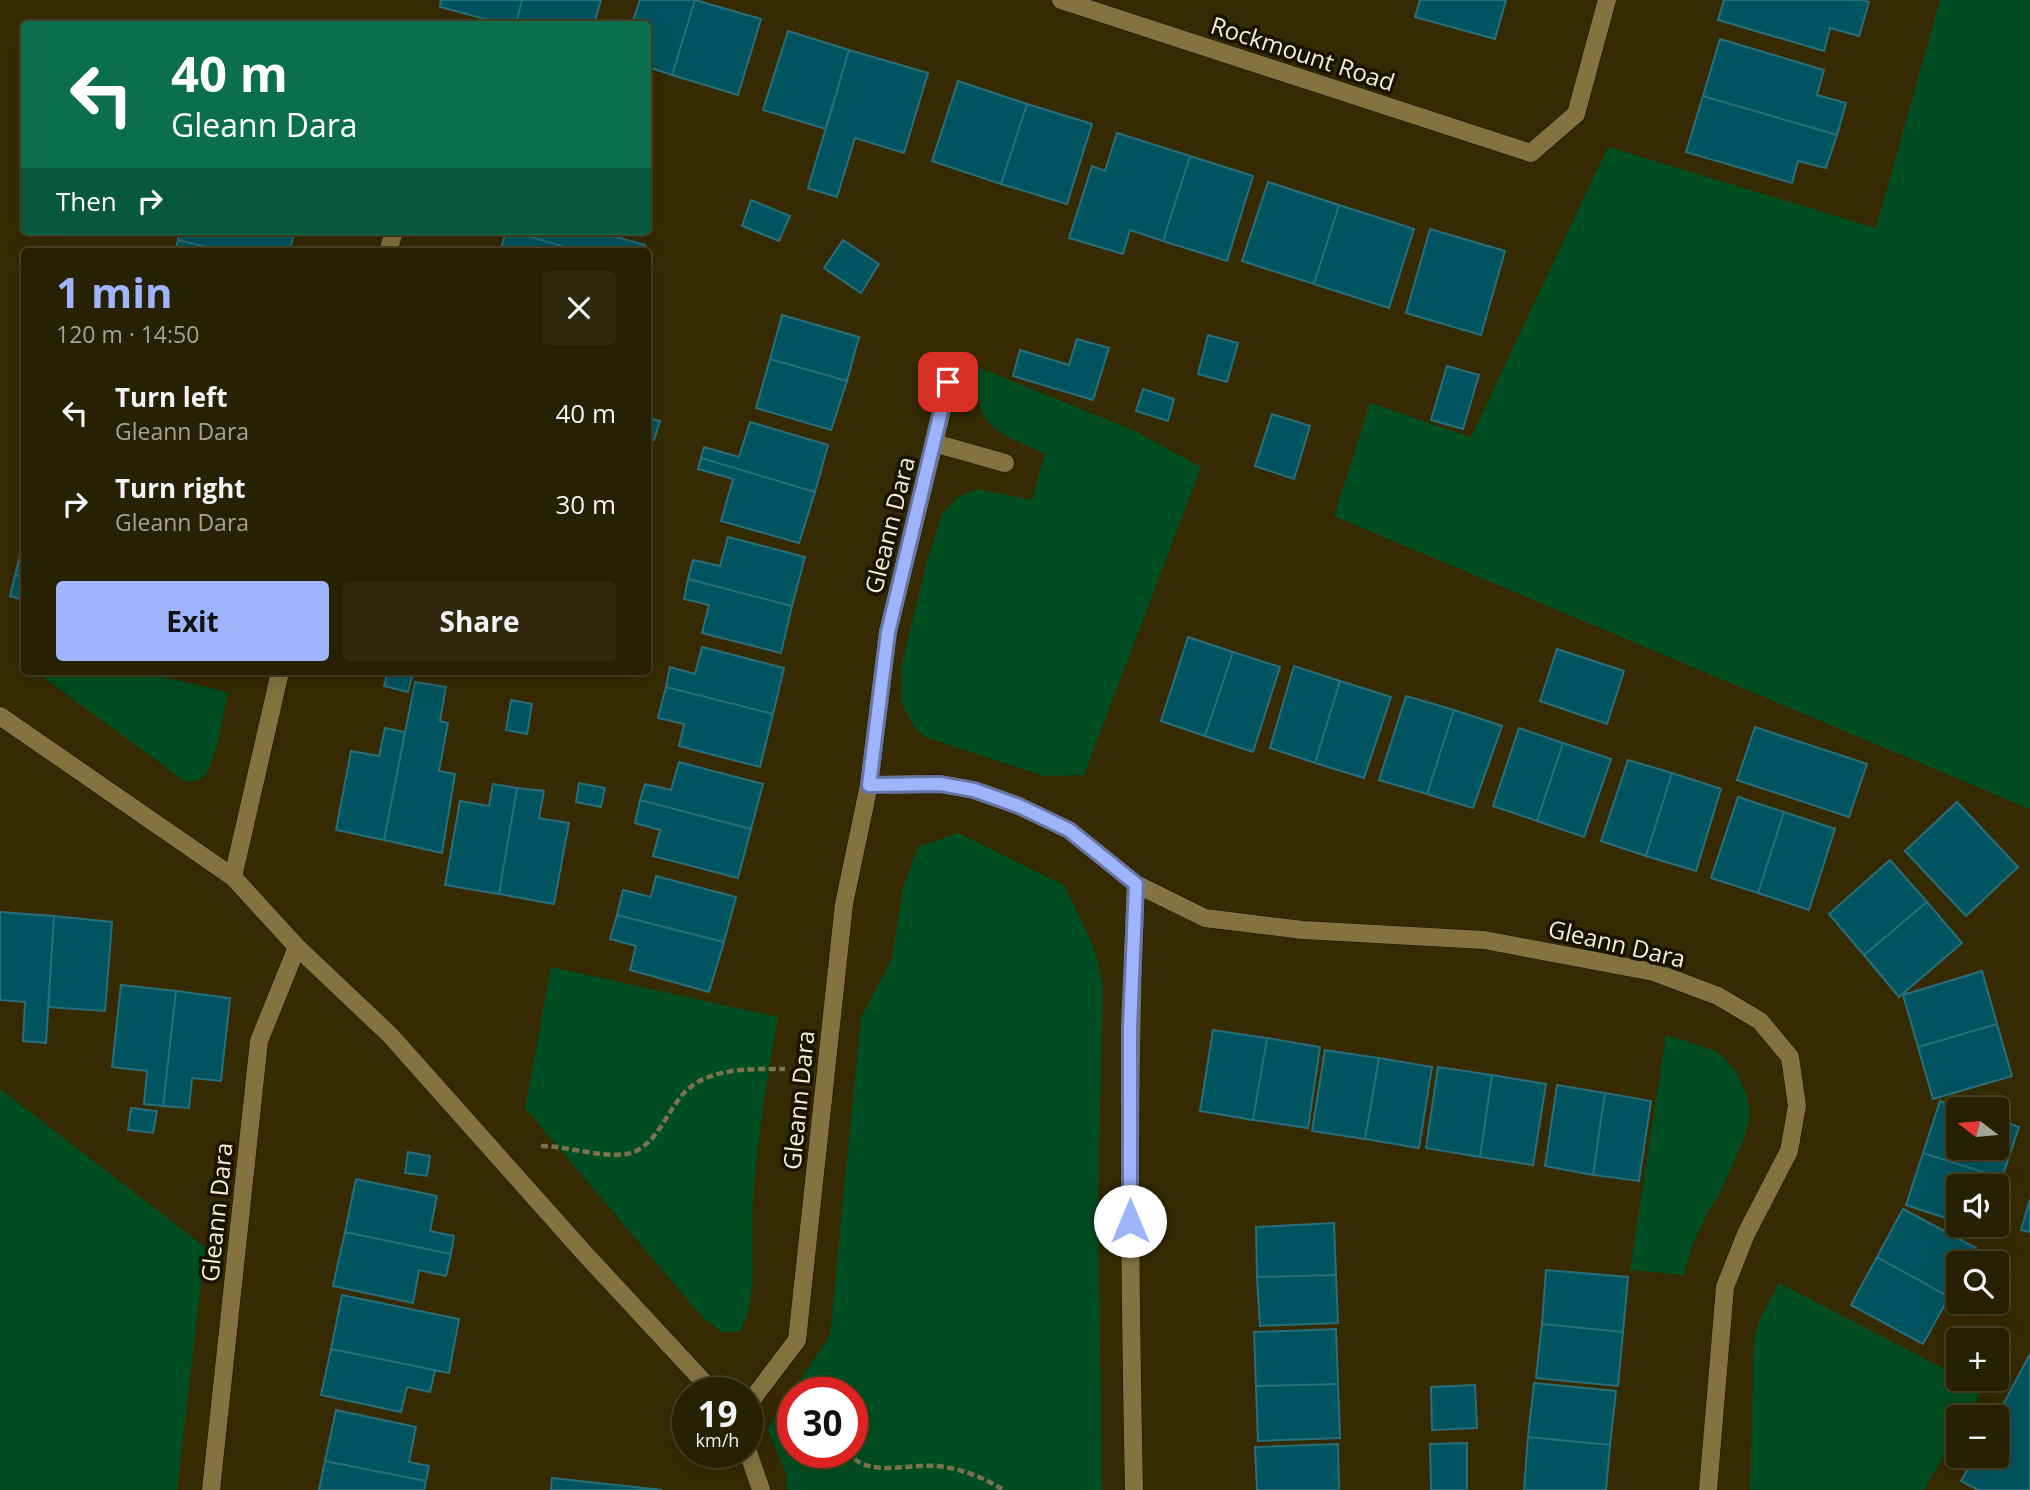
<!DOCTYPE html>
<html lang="en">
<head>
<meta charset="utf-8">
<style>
  body { margin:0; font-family:"Open Sans",sans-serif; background:#30280c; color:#f1f3f6; height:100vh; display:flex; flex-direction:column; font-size:26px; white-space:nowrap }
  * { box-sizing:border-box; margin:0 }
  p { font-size:23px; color:#a5a399 }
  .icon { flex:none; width:38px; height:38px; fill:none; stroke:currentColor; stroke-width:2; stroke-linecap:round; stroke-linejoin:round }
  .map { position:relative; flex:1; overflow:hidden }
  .panel { position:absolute; left:21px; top:248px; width:630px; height:427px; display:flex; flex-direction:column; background:#282002; border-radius:7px; box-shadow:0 7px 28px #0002,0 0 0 2px #443e24 }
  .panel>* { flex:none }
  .hud { position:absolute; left:21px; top:21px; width:630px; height:214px; border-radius:7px; box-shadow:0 7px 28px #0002,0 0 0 2px #443e24; background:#0b6e4f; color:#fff; overflow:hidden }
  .needle { width:46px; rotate:286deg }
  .buttons { position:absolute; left:1946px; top:1097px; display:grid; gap:14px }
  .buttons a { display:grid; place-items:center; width:63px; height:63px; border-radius:7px; background:#282002; box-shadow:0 7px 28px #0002,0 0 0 2px #443e24; font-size:35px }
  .speed { position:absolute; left:672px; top:1377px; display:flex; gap:14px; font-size:35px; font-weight:700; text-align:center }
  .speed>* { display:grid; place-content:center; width:91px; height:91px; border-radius:50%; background:#282002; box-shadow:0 7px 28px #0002,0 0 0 2px #443e24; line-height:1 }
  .speed small { font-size:18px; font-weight:400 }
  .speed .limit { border:10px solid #d22; background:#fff; color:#111 }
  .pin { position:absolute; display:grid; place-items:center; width:60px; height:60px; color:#fff; margin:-30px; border-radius:14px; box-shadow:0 4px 10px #0006 }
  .me { position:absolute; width:77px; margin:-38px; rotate:0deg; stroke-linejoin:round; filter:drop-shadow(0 0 5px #0008) }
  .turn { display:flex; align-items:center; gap:24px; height:147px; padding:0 35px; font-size:32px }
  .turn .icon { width:91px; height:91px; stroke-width:2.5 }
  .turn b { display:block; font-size:49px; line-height:60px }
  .then { display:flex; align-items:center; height:66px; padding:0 35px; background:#0003; gap:14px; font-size:26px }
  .round { display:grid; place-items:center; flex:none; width:74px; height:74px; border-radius:7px; background:#30280c }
  .headline { display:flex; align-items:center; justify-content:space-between; height:119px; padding:0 35px }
  h1 { font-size:42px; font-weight:700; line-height:52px; color:#9eb4fd }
  .action { display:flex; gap:14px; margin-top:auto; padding:14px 35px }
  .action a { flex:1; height:80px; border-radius:7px; background:#9eb4fd; color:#111; font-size:28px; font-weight:700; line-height:80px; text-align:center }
  .action a+a { background:#30280c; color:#f1f3f6 }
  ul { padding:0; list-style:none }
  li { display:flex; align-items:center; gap:21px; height:91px; padding:0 35px }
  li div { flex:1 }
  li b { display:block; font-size:26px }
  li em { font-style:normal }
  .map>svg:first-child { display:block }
  .green { fill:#004d21; fill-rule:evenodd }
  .building { fill:#00545f; stroke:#296f7b; stroke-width:2 }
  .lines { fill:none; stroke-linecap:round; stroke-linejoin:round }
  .lane-casing { stroke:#1b1200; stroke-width:19 }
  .street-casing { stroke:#1b1200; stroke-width:19 }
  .path { stroke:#7d724f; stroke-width:4.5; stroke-dasharray:7 3.5; stroke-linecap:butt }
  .lane { stroke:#847341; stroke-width:18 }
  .street { stroke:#847341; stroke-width:18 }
  .route-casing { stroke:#6775a4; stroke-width:18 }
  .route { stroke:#9eb4fd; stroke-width:12 }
  .labels { text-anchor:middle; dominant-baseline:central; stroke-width:7; stroke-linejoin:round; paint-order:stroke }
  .street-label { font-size:24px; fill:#f7eed4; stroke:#1a1301 }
</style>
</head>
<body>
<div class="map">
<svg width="2030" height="1490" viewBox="0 0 2030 1490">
  <rect width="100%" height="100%" fill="#362a02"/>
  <path class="green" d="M 1940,0 L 2030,0 L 2030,809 L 1334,516 L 1370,403 L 1471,437 L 1608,147 L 1876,228 Z
    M 977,367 L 1133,430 L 1201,467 L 1084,775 L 1044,776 L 925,737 L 916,729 L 901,703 L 901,667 L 926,566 L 942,514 L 958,497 L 977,489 L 1032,500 L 1045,454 C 995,430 975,431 977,367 Z
    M 36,672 L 141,672 L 228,692 C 223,713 217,757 206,773 C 201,781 194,781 186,782 Z
    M 958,833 L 1064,885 L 1094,948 L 1103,987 L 1098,1195 L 1102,1490 L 787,1490 L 786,1473 L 767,1429 L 830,1335 L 861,1017 L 892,959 L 903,888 L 918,847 ZM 793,1393 L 852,1393 L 852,1452 L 793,1452 Z
    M 551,967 L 778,1017 C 766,1082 756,1148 752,1214 C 750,1251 759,1297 740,1331 L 723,1333 L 703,1318 L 525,1108 Z
    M 1666,1035 L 1718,1052 L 1736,1071 L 1747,1096 L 1750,1116 L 1743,1141 L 1719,1195 L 1708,1211 L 1691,1248 L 1684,1275 L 1630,1270 Z
    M 0,1089 L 205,1247 L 177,1490 L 0,1490 Z
    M 1779,1283 L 1958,1376 L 1958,1379 L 1963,1379 L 1983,1389 L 1967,1417 L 1958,1418 L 1958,1432 L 1924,1490 L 1750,1490 L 1754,1339 L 1760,1319 Z"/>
  <path class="building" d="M 441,0 L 522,0 L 516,24 L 504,24 L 440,7 Z
    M 522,0 L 601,0 L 594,24 L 516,24 Z
    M 640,0 L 695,0 L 672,75 L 648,67 L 648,24 L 632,24 Z
    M 695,0 L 761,19 L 738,95 L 672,75 Z
    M 1420,0 L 1506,0 L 1495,39 L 1415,17 Z
    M 1724,0 L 1861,0 L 1869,2 L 1859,36 L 1830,28 L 1824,51 L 1718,20 Z
    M 788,31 L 849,50 L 826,129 L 763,110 Z
    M 1720,39 L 1824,70 L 1817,95 L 1846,103 L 1837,135 L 1703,96 Z
    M 849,50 L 928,73 L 904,153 L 855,138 L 837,197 L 808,188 Z
    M 958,81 L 1027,104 L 1001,184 L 932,161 Z
    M 1703,96 L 1837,135 L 1826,168 L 1798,161 L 1792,183 L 1686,152 Z
    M 1027,104 L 1092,124 L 1067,204 L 1001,184 Z
    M 1117,133 L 1190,156 L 1163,241 L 1130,230 L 1123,254 L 1069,238 L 1092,166 L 1105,171 Z
    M 1190,156 L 1253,176 L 1227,261 L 1163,241 Z
    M 1268,182 L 1339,205 L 1314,284 L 1242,261 Z
    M 751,200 L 790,216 L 779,241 L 742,226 Z
    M 1339,205 L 1414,229 L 1389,308 L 1314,284 Z
    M 1430,229 L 1505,251 L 1481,335 L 1406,313 Z
    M 180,231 L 295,231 L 289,252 L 228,252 L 178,240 Z
    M 506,231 L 511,231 L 582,252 L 500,252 Z
    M 511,231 L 595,231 L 645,245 L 643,252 L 582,252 Z
    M 178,240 L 228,252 L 175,252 Z
    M 843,240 L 879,264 L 861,293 L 824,268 Z
    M 782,315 L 859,337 L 847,381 L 770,359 Z
    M 1208,335 L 1238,343 L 1227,382 L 1198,374 Z
    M 1077,339 L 1109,348 L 1093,400 L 1013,376 L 1020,350 L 1069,365 Z
    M 770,359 L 847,381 L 831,430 L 756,408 Z
    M 1447,366 L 1479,375 L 1463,429 L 1431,420 Z
    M 1143,389 L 1174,399 L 1168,421 L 1136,411 Z
    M 1272,414 L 1310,426 L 1294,479 L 1255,466 Z
    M 648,418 L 660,421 L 654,440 L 648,438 Z
    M 750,422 L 828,445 L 815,492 L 701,458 L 704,447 L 739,457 Z
    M 701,458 L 815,492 L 799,543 L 721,521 L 733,479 L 698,469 Z
    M 728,537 L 805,557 L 792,606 L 688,579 L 693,560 L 720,566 Z
    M 20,556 L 24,557 L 24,577 L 15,575 Z
    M 15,575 L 24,577 L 24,600 L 10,596 Z
    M 688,579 L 792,606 L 781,653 L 702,633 L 709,605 L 684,599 Z
    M 1188,637 L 1233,652 L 1205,736 L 1161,721 Z
    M 702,647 L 784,668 L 773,714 L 666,687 L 670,667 L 695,674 Z
    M 1557,649 L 1624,671 L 1607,724 L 1540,701 Z
    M 1233,652 L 1280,667 L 1253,752 L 1205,736 Z
    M 1294,666 L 1340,681 L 1315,763 L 1270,748 Z
    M 388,672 L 413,672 L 408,692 L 384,686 Z
    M 1340,681 L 1391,697 L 1364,778 L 1315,763 Z
    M 415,682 L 446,687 L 440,721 L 448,723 L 439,771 L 455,774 L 442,853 L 384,840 Z
    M 666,687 L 773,714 L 760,767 L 679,746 L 684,724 L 658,718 Z
    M 1406,696 L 1454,710 L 1427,794 L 1379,780 Z
    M 511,700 L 532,704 L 527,734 L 506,730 Z
    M 1454,710 L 1502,726 L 1473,808 L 1427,794 Z
    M 1755,727 L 1867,764 L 1849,817 L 1737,780 Z
    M 385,728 L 405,732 L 384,840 L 336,830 L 351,751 L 379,756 Z
    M 1519,728 L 1563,743 L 1537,821 L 1493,806 Z
    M 1563,743 L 1611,759 L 1584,837 L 1537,821 Z
    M 1628,760 L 1672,773 L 1646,856 L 1601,841 Z
    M 679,762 L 763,784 L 751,829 L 640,800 L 645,784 L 671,790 Z
    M 1672,773 L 1721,789 L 1696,871 L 1646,856 Z
    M 579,783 L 605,788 L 601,807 L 576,802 Z
    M 493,784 L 517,788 L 499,894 L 445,885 L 460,801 L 489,806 Z
    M 517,788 L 544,791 L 539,818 L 569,823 L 554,904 L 499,894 Z
    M 1738,797 L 1784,812 L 1758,893 L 1711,878 Z
    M 640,800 L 751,829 L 738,878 L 653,856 L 660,830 L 635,823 Z
    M 1957,802 L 2018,867 L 1966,916 L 1905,851 Z
    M 1784,812 L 1835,829 L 1809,910 L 1758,893 Z
    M 1890,860 L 1927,902 L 1864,955 L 1829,914 Z
    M 656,876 L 736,897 L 724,942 L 617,915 L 623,890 L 651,897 Z
    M 1927,902 L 1962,943 L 1899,997 L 1864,955 Z
    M 0,912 L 54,916 L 46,1043 L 23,1041 L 25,1002 L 0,1000 Z
    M 617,915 L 724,942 L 709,992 L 630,970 L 636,946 L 610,939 Z
    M 54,916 L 112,922 L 105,1011 L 48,1007 Z
    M 1982,971 L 1997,1024 L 1918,1047 L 1903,995 Z
    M 121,985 L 176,991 L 163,1106 L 144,1104 L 147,1071 L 112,1067 Z
    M 176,991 L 230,998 L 221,1081 L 192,1078 L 189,1108 L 163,1106 Z
    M 1997,1024 L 2012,1076 L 1933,1099 L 1918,1047 Z
    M 1213,1030 L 1267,1038 L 1253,1120 L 1200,1111 Z
    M 1267,1038 L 1320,1047 L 1308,1128 L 1253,1120 Z
    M 1325,1050 L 1379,1058 L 1365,1139 L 1312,1131 Z
    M 1379,1058 L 1432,1067 L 1419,1148 L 1365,1139 Z
    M 1438,1067 L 1492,1075 L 1480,1157 L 1426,1148 Z
    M 1492,1075 L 1546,1084 L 1533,1165 L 1480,1157 Z
    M 1557,1085 L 1605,1093 L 1593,1175 L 1545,1166 Z
    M 1605,1093 L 1651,1101 L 1639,1181 L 1593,1175 Z
    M 1940,1101 L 1966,1110 L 1958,1110 L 1958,1148 L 1997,1148 L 1997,1119 L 2019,1127 L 2002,1178 L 1923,1153 Z
    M 131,1108 L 157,1111 L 153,1133 L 128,1130 Z
    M 408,1152 L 430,1156 L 427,1176 L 405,1173 Z
    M 1923,1153 L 2002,1178 L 1997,1194 L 1997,1186 L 1958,1186 L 1958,1222 L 1906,1205 Z
    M 356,1179 L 437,1196 L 430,1231 L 454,1236 L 451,1254 L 345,1232 Z
    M 2030,1199 L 2030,1232 L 2021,1230 Z
    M 1903,1209 L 1976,1248 L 1967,1264 L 1958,1264 L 1958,1280 L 1949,1297 L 1877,1257 Z
    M 1334,1223 L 1336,1275 L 1257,1277 L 1256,1227 Z
    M 345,1232 L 451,1254 L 446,1276 L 419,1270 L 413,1303 L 333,1286 Z
    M 1877,1257 L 1949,1297 L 1923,1344 L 1851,1305 Z
    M 1546,1270 L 1628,1277 L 1623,1332 L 1542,1324 Z
    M 1336,1275 L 1338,1323 L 1260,1326 L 1257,1277 Z
    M 342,1295 L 459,1319 L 449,1373 L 331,1349 Z
    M 1542,1324 L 1623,1332 L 1618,1386 L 1536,1378 Z
    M 1336,1329 L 1338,1384 L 1256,1386 L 1254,1332 Z
    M 331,1349 L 435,1370 L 430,1392 L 407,1387 L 401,1412 L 321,1395 Z
    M 2030,1354 L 2030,1490 L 1978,1490 L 1961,1481 L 1975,1456 L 1997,1456 L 1996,1418 Z
    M 1534,1383 L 1616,1391 L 1610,1445 L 1528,1437 Z
    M 1338,1384 L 1340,1438 L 1258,1441 L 1256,1386 Z
    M 1475,1385 L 1477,1428 L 1432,1430 L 1431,1387 Z
    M 336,1410 L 416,1427 L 409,1462 L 429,1466 L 426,1481 L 325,1461 Z
    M 1528,1437 L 1610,1445 L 1606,1490 L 1524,1490 Z
    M 1467,1443 L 1467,1490 L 1431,1490 L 1430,1444 Z
    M 1338,1444 L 1339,1490 L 1257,1490 L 1255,1447 Z
    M 325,1461 L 426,1481 L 424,1490 L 319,1490 Z
    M 552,1478 L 662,1490 L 551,1490 Z"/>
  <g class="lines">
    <g class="lane-casing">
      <path id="lane" d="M 934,443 L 1005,463"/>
    </g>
    <g class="street-casing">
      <path id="street" d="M 1061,0 L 1531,153 L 1576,114 L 1607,0
        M 388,252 L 394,231
        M 0,716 L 233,877 L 297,947 L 390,1035 L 586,1255 L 714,1393
        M 869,785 L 940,784 L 974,790 L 1019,806 L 1069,830 L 1136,884 L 1205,918 L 1303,930 L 1484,940 L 1654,972 L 1718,996 L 1760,1021 L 1790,1057 L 1797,1106 L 1789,1151 L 1746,1234 L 1725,1287 L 1708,1490
        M 233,877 L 280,672
        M 747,1406 L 797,1340 L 844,904 L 869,785 L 888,632 L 949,382
        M 747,1449 L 761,1490
        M 211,1490 L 259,1041 L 297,947
        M 1134,1490 C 1130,1288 1127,1086 1136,884"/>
    </g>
    <path class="path" d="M 541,1146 C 569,1146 599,1158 626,1154 C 657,1149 667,1108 688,1089 C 713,1067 754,1069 785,1069
      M 847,1452 C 852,1456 858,1463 865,1465 C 888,1472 913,1464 936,1466 C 960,1468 983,1477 1003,1490"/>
    <use href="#lane" class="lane"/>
    <use href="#street" class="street"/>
  </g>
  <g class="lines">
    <g class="route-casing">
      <path id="route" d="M 948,382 L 888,632 L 869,785 L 940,784 L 974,790 L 1019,806 L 1069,830 L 1136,884 L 1130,1027 L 1130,1221"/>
    </g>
    <use href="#route" class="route"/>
  </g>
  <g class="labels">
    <g class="street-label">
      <text transform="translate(1303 53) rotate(18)">Rockmount Road</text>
      <text transform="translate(889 525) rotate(-76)">Gleann Dara</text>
      <text transform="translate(1617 943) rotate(13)">Gleann Dara</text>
      <text transform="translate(798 1100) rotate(-84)">Gleann Dara</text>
      <text transform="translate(216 1212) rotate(-84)">Gleann Dara</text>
    </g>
  </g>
</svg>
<div class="buttons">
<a><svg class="needle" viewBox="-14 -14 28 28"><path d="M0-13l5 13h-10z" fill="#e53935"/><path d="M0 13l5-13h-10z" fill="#a5a399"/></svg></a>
<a><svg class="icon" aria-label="sound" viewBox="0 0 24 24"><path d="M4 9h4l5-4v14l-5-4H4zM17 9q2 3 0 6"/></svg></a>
<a><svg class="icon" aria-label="search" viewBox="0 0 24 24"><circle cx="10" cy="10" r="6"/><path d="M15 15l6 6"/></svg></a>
<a>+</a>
<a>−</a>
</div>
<div class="speed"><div>19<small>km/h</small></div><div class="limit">30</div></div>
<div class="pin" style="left:948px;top:382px;background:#d93025"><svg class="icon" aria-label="arrive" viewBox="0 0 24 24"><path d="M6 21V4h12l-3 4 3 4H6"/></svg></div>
<svg class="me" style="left:1130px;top:1221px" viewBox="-20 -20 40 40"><circle r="19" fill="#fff"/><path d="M0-13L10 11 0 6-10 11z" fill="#9eb4fd"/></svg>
<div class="hud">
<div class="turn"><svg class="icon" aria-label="left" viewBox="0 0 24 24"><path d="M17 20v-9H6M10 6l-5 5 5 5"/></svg><div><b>40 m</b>Gleann Dara</div></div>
<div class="then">Then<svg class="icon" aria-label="right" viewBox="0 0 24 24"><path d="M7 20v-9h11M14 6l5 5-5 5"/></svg></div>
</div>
<section class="panel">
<div class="headline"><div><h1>1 min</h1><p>120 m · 14:50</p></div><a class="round"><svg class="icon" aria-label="close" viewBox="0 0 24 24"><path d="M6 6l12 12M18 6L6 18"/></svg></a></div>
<ul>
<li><svg class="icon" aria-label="left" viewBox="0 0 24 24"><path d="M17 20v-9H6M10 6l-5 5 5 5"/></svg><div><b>Turn left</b><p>Gleann Dara</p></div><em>40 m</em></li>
<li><svg class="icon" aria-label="right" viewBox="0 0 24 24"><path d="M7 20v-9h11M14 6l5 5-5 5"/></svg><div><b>Turn right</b><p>Gleann Dara</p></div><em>30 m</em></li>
</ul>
<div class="action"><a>Exit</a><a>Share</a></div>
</section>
</div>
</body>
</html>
***
Among the entries above, find the line with "position:absolute; left:21px; top:21px;" and the line with "display:block; font-size:49px; line-height:60px"; give again exactly these two lines and all lines between them.

  .hud { position:absolute; left:21px; top:21px; width:630px; height:214px; border-radius:7px; box-shadow:0 7px 28px #0002,0 0 0 2px #443e24; background:#0b6e4f; color:#fff; overflow:hidden }
  .needle { width:46px; rotate:286deg }
  .buttons { position:absolute; left:1946px; top:1097px; display:grid; gap:14px }
  .buttons a { display:grid; place-items:center; width:63px; height:63px; border-radius:7px; background:#282002; box-shadow:0 7px 28px #0002,0 0 0 2px #443e24; font-size:35px }
  .speed { position:absolute; left:672px; top:1377px; display:flex; gap:14px; font-size:35px; font-weight:700; text-align:center }
  .speed>* { display:grid; place-content:center; width:91px; height:91px; border-radius:50%; background:#282002; box-shadow:0 7px 28px #0002,0 0 0 2px #443e24; line-height:1 }
  .speed small { font-size:18px; font-weight:400 }
  .speed .limit { border:10px solid #d22; background:#fff; color:#111 }
  .pin { position:absolute; display:grid; place-items:center; width:60px; height:60px; color:#fff; margin:-30px; border-radius:14px; box-shadow:0 4px 10px #0006 }
  .me { position:absolute; width:77px; margin:-38px; rotate:0deg; stroke-linejoin:round; filter:drop-shadow(0 0 5px #0008) }
  .turn { display:flex; align-items:center; gap:24px; height:147px; padding:0 35px; font-size:32px }
  .turn .icon { width:91px; height:91px; stroke-width:2.5 }
  .turn b { display:block; font-size:49px; line-height:60px }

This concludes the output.